Source material:
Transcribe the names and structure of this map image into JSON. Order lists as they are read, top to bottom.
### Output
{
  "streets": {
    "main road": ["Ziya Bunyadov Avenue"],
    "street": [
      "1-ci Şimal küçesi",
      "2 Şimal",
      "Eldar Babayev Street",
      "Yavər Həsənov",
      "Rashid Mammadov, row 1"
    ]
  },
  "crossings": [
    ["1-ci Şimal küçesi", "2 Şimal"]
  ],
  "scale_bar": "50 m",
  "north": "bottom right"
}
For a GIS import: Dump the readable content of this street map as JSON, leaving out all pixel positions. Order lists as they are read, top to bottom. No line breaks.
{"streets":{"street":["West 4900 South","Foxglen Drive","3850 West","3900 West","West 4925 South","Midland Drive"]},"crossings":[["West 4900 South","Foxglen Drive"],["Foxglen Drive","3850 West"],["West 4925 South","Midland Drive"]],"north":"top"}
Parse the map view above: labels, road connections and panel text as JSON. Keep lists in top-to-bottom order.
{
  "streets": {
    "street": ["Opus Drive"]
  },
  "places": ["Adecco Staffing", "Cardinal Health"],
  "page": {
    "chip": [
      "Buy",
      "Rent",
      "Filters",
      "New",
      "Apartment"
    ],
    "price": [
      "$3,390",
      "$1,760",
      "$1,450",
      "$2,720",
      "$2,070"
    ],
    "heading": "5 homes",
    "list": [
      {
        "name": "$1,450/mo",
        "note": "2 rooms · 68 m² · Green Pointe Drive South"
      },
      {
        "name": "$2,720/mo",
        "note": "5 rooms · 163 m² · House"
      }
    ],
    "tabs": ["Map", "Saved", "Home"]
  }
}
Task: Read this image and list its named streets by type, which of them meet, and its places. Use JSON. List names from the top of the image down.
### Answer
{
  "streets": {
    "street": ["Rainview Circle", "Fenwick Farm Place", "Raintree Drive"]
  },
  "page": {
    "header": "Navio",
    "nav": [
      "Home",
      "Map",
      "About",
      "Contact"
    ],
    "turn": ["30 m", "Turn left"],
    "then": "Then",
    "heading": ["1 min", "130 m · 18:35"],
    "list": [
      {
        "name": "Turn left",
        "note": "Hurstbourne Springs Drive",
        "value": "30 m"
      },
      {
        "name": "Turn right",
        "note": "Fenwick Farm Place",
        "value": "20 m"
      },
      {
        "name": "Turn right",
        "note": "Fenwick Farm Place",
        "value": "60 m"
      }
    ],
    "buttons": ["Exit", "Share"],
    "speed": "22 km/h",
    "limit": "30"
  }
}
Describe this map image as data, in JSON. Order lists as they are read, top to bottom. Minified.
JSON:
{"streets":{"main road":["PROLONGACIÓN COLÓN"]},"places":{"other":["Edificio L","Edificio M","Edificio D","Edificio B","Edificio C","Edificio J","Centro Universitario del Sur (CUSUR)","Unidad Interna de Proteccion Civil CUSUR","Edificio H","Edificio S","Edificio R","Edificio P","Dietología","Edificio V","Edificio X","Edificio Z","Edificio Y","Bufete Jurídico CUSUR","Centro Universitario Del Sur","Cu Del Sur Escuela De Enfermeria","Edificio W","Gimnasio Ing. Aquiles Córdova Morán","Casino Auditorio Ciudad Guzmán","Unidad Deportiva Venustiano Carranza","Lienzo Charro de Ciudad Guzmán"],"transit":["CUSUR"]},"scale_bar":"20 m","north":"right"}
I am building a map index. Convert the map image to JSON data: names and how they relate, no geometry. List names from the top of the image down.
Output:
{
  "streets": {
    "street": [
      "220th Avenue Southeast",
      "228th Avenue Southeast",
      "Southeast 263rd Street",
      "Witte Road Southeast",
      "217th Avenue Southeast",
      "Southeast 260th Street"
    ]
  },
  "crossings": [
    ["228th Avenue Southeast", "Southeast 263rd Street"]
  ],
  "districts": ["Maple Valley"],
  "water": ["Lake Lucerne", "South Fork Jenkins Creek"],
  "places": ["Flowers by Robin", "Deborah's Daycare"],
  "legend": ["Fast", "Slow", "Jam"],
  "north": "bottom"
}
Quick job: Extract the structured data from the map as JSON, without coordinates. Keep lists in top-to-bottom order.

Instructions for the task:
With the line containing "I am building" as the start, transcribe each line through the end of the listing above, exactly and only.

Solution to this exercise:
I am building a map index. Convert the map image to JSON data: names and how they relate, no geometry. List names from the top of the image down.
Output:
{
  "streets": {
    "street": [
      "220th Avenue Southeast",
      "228th Avenue Southeast",
      "Southeast 263rd Street",
      "Witte Road Southeast",
      "217th Avenue Southeast",
      "Southeast 260th Street"
    ]
  },
  "crossings": [
    ["228th Avenue Southeast", "Southeast 263rd Street"]
  ],
  "districts": ["Maple Valley"],
  "water": ["Lake Lucerne", "South Fork Jenkins Creek"],
  "places": ["Flowers by Robin", "Deborah's Daycare"],
  "legend": ["Fast", "Slow", "Jam"],
  "north": "bottom"
}
Quick job: Extract the structured data from the map as JSON, without coordinates. Keep lists in top-to-bottom order.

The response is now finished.